WORK ORDER: Reproduce exactly the lines from the one containing "Describe the screenshot" through the last line of the data, both ends included.

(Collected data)
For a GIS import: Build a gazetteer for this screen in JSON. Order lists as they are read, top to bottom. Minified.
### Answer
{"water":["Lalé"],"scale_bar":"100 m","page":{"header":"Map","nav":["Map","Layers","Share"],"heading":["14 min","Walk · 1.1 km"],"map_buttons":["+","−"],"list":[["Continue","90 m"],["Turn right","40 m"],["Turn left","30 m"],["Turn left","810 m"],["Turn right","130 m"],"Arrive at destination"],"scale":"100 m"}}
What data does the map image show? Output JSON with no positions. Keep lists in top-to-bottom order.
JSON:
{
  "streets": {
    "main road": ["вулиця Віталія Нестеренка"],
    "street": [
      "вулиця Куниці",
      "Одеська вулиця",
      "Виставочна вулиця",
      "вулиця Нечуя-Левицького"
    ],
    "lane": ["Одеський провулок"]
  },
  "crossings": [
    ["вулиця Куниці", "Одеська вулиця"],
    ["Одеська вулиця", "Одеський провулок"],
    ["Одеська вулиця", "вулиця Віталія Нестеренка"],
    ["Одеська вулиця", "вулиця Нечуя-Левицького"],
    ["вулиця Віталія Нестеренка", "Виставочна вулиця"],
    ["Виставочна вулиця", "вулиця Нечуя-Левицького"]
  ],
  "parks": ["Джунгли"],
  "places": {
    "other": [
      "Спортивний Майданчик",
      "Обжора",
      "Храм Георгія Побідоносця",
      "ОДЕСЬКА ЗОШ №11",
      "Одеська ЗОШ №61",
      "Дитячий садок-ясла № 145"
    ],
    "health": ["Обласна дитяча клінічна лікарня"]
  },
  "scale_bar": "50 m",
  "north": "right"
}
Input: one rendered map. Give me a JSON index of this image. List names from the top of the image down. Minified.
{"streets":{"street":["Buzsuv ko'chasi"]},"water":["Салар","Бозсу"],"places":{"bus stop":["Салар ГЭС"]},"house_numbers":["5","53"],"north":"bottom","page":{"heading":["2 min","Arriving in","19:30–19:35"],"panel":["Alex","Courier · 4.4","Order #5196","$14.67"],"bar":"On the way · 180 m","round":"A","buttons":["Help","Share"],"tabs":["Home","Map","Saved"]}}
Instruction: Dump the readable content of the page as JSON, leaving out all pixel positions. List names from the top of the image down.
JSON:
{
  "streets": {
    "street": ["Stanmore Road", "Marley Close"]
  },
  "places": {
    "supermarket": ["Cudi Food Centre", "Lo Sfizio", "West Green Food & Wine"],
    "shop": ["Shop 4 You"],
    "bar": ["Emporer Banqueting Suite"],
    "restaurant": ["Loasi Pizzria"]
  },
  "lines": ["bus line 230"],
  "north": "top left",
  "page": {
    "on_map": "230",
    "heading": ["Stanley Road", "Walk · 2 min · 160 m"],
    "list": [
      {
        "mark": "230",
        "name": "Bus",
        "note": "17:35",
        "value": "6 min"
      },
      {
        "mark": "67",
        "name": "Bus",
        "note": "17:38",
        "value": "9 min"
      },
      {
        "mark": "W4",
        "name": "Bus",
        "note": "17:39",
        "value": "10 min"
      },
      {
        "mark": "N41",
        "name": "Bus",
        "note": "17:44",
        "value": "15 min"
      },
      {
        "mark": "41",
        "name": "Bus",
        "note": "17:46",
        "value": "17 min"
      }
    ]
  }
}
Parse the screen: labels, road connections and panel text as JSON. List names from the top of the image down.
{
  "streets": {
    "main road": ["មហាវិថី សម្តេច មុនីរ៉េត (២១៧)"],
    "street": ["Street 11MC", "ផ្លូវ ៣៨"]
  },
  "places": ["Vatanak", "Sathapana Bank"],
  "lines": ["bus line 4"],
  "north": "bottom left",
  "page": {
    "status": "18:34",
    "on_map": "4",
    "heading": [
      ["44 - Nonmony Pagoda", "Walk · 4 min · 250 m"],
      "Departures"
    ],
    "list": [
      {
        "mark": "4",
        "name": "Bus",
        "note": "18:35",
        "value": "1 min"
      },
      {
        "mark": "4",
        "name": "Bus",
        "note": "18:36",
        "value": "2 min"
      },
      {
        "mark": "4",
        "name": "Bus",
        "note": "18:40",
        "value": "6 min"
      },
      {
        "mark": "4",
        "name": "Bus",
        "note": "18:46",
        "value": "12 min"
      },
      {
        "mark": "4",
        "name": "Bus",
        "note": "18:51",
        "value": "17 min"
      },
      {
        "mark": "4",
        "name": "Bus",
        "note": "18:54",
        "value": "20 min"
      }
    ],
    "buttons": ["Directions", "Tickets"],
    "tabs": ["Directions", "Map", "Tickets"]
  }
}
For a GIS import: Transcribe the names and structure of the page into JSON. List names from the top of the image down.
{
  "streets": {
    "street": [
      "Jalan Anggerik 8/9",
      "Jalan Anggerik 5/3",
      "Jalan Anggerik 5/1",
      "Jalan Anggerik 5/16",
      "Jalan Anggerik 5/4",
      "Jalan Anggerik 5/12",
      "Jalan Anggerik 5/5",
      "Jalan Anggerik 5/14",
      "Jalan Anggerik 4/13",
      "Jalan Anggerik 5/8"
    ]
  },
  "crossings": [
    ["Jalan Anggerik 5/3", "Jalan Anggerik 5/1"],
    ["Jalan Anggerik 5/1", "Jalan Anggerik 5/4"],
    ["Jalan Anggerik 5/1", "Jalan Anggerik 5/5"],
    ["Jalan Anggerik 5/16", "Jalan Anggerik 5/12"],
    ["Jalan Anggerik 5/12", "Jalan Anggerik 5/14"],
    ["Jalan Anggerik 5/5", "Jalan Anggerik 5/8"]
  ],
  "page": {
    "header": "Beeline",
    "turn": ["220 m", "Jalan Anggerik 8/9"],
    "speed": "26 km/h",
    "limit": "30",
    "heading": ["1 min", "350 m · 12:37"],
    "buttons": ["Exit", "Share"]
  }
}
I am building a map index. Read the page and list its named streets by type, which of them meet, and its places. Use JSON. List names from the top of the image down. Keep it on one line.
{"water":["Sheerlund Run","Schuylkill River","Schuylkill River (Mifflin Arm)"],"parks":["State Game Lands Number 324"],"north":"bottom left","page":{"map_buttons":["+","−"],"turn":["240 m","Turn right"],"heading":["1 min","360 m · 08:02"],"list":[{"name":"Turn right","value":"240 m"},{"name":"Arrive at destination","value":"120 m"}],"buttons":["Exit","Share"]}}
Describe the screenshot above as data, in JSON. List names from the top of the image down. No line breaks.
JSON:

PROBLEM SOLUTION:
Describe the screenshot above as data, in JSON. List names from the top of the image down. No line breaks.
JSON:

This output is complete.